Selection:
The goal of this case is to classify customer into several groups according to their monthly usage. In order to achieve this goal, we would use customer information, marketing data as well as phone call details information.
Data selected
Field Name / Table Name / DescriptionCustomerID / CDemographics / The ID of the customer
Sex / CDemographics / The sex of a customer
Date of birth / CDemographics / The date of birth of a customer
Education Level / CDemographics / The education level of a customer
PhoneNo / CDemographics / Phone number of the customer
Joining Date / CDemographics / Date of joining ABC telecom
Join From / CDemographics / Which telecom company does the customer previously joined
CustomerID / MarketingData / The ID of the customer in the MarketingData
Special Offer / MarketingData / Special Offer offered to the customer.

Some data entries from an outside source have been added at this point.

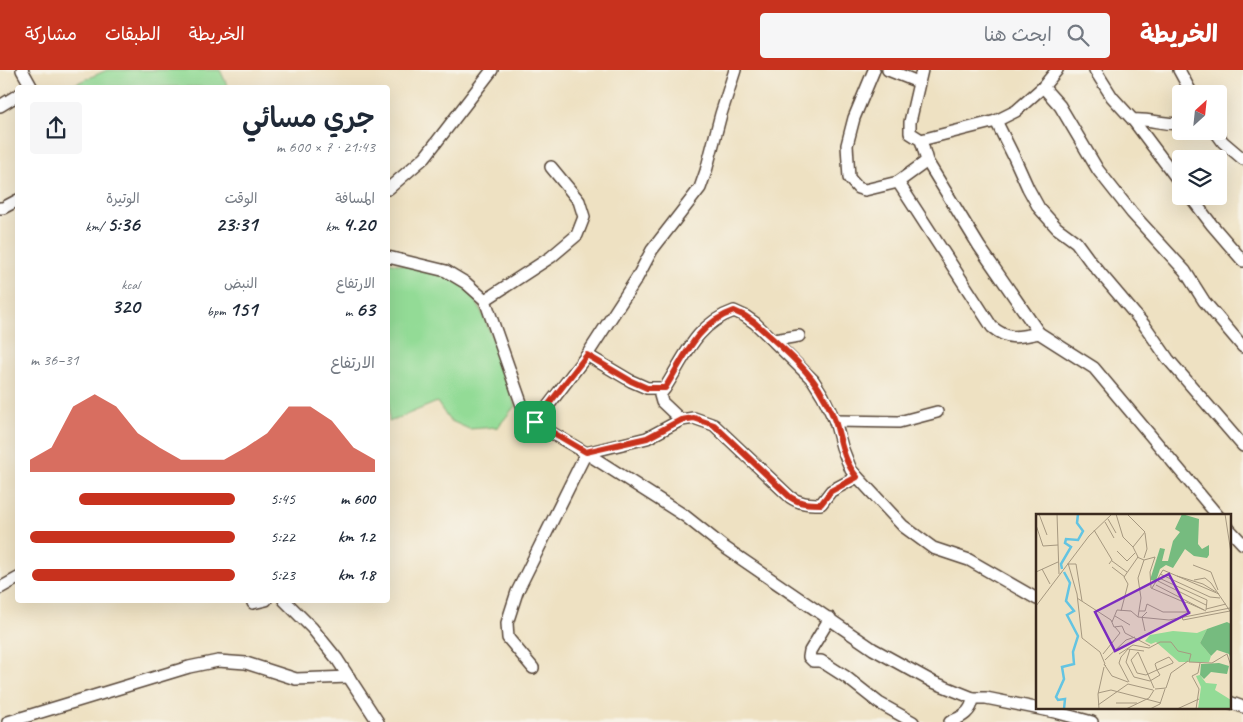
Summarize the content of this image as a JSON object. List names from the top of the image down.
{
  "north": "top right",
  "page": {
    "header": "الخريطة",
    "search": "ابحث هنا",
    "nav": ["الخريطة", "الطبقات", "مشاركة"],
    "heading": ["جري مسائي", "21:43 · 7 × 600 m"],
    "stats": [
      ["المسافة", "4.20 km"],
      ["الوقت", "23:31"],
      ["الوتيرة", "5:36 /km"],
      ["الارتفاع", "63 m"],
      ["النبض", "151 bpm"],
      ["kcal", "320"]
    ],
    "chart": ["الارتفاع", "31–36 m"],
    "list": [
      {
        "name": "600 m",
        "note": "5:45"
      },
      {
        "name": "1.2 km",
        "note": "5:22"
      },
      {
        "name": "1.8 km",
        "note": "5:23"
      }
    ]
  }
}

PhoneNo / PhoneCallDetails / The origin phone number which makes the call
StartTime / PhoneCallDetails / Time of making the call
EndTime / PhoneCallDetails / Time of ending the call
Preprocessing
Missing value
Field Name / Table Name / No. of missingrecord / Total no. of record in table / Percentage
Date of birth / CDemographics / 4 / 256 / 1.56%
Joining Date / CDemographics / 7 / 256 / 2.73%
There are total 10 records which missing “DateOfBirth” or “JoiningDate”. Since there is only a small portion (3.91%), we would ignore those records with missing field “DateOfBirth” or “JoiningDate”.
Inconsistent records
JoinForm in CDemographics table
There are totally 10 possible value of field “JoinForm” in CDemographics table. Some of the value is very close to each other. It is believed that these should be caused by data entry error. The field “JoinForm” would be corrected as shown in the following table.
Connection Table
Original Value / New ValueAnemal / Animal
Animal / Animal
Apple / Apple
FolishTnoe / FolishTone
FoolishTone / FoolishTone
Monday / Monday
OldWorld / OldWorld
OldWrold / OldWorld
Thre2One / Three2One
Three2One / Three2One
EducationLevel in CDemographics table
This field consists an unknown value “Sec” and there are total 23 records have this value. It is believed the value of this 23 records should be S (Secondary). The mapping between the original values and corrected values are shown in the following table.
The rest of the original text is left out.